The first pass was source analysis. Pull apart whole food plant-based and Mediterranean dietary frameworks into their underlying nutritional logic: what's actually doing the work, separate from the cultural and philosophical wrappers each tradition carries. Where do the two converge? Where do they diverge in ways that matter? Where are the points of conflict that need a deliberate resolution rather than a fudge?

The second pass was synthesis. Take the convergent core, integrate the strongest elements from each side of the divergence, and produce a framework with its own internal logic. Not a summary. Not a halfway compromise. A new artifact that's more usable than either source alone because it doesn't ask the user to commit to a tradition's worldview before it earns its way into the kitchen.
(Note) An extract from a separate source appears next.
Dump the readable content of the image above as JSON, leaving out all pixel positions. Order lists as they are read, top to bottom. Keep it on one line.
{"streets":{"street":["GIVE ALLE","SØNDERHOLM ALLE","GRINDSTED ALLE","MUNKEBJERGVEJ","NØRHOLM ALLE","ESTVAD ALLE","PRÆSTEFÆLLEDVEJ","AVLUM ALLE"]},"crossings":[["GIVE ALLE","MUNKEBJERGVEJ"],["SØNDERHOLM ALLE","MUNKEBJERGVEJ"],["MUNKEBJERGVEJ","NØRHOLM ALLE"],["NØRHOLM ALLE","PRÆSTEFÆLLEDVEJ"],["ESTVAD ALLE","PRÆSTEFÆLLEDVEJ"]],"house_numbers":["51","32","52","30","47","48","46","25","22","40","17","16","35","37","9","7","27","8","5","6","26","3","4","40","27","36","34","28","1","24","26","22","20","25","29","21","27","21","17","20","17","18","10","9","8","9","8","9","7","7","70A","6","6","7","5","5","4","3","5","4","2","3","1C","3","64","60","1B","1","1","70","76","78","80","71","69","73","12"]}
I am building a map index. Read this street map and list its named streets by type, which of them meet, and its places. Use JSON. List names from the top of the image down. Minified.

The third pass was packaging. Generate the framework document, supporting imagery, and a fictional book cover. The packaging matters because it changes what the artifact can do. A framework that looks like a book is a framework someone might actually adopt.

The honest part

I didn't use it.

I built it. I read it. I thought it was good. And then it joined the long list of things created in a chat window that quietly disappeared into chat history and never made it into the kitchen. A year later, I came back to it and noticed that the failure wasn't in the framework. The failure was that the framework had no durable home. It wasn't the kind of thing I could retrieve at the moment of cooking, or check against when planning a week of meals, or share with my wife in a conversation about what we wanted to eat.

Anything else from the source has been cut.